Health care leaders expect precision medicine data will play an increasingly important role in health care over the next five years—but there are some caveats, according to an NEJM Catalyst survey.
The NEJM Catalyst Insights Council Survey on Care Redesign surveyed 682 health care executives, clinical leaders, and clinicians about the role of data in health care, both today and in five years.
According to the survey, today:
- 36 percent of respondents said their organization used data effectively in direct patient care;
- 32 percent said their organization used data not very effectively;
- 13 percent said their organization used data very effectively;
- 6 percent said their organization used data extremely effectively; and
- 8 percent said their organization did not use data at all.
Amy Compton-Phillips, who in an analysis of the survey findings for NEJM Catalyst, wrote that the survey data show that health care professionals are adopting "a more realistic vision of what sophisticated analytics can do to transform health care delivery." But which sources of data are most useful will change over time, according to the survey.
For instance, when respondents were asked what they currently consider to be the top three most useful sources of health care data:
- 95 percent said clinical data;
- 56 percent said cost data;
- 45 percent said claims data;
- 30 percent said patient-generated data;
- 25 percent said pharmaceutical data;
- 21 percent said patient preference data; and
- 17 percent said genomic data.
But when asked what the top three data sources would be in five years' time:
- 82 percent of respondents said clinical data would be the most useful type;
- 58 percent said cost data;
- 40 percent said patient-generated data;
- 40 percent said genomic data;
- 32 percent said claims data;
- 23 percent said patient preference data; and
- 17 percent said pharmaceutical data.
Taken together, Compton-Phillips wrote that the survey results suggest that "combining information from devices, patient feedback, and patient biomarkers will be powerful and will catapult care forward in a way we can't attain today." She added that survey respondents seemed to realize that "personalized medicine, powered by data, will reduce the costs of care while simultaneously improving patient outcomes."
These type of data-informed interactions, Compton-Phillips noted, are already the norm in other sectors of the economy. "We already rely on data to personalize consumer experiences throughout our lives, rarely making a purchase without comparative shopping or reviewing suggestions sent to us by retailers based on big data," she writes. "Health care can follow suit."
The need for transparency, interoperability
But to make that happen, health care professionals must embrace transparency. The survey found that health care professionals already support giving patients access to:
- Their medical records (93 percent);
- Fee and price information for comparison shopping (80 percent); and
- Outcomes information listed by hospital (73 percent).
However, there was comparatively low support for sharing outcomes information by doctor (63 percent)—with even less support for doing so specifically among clinicians (55 percent).
These types of data sharing and other innovations enabled by big data can only come to fruition if EHR systems become more functional than they are today, accoridng to Compton-Phillips.
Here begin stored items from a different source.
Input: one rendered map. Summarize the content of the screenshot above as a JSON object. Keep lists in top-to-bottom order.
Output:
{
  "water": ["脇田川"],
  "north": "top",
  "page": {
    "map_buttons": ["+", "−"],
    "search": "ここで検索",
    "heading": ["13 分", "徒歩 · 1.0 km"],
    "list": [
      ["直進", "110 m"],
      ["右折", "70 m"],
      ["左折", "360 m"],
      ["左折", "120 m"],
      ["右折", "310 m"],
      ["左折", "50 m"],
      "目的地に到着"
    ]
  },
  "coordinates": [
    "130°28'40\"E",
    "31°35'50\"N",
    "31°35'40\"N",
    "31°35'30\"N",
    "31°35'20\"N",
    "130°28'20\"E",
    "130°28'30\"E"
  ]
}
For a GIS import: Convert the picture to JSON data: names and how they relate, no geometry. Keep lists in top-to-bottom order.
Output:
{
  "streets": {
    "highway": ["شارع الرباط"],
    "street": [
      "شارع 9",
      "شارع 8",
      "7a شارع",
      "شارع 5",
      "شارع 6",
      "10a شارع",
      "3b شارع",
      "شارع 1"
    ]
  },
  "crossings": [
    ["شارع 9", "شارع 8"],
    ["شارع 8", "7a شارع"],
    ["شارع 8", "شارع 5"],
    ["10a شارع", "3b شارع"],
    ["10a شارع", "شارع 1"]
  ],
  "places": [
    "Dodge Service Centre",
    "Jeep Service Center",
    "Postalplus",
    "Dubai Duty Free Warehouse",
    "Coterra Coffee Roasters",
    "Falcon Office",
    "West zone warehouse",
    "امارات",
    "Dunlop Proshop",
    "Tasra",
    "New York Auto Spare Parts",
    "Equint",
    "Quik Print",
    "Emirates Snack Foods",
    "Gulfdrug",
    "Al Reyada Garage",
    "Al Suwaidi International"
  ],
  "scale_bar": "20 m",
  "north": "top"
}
And a major challenge in that effort is a "lack of interoperability, which just over half of respondents (51 percent) say is weak in their organizations," Compton-Phillips wrote. A third of respondents also indicated there was room for improvement in ease of use and training for EHRs, respectively.
There also are moral issues that health care professionals must grapple with as big data become more important. For instance, some health care professionals are concerned patient outcomes data will prompt some clinicians to avoid "treating the highest risk, most vulnerable members of society," Compton-Phillips writes (Compton-Phillips, NEJM Catalyst, 3/9; Sweeney, FierceHealthcare, 3/10).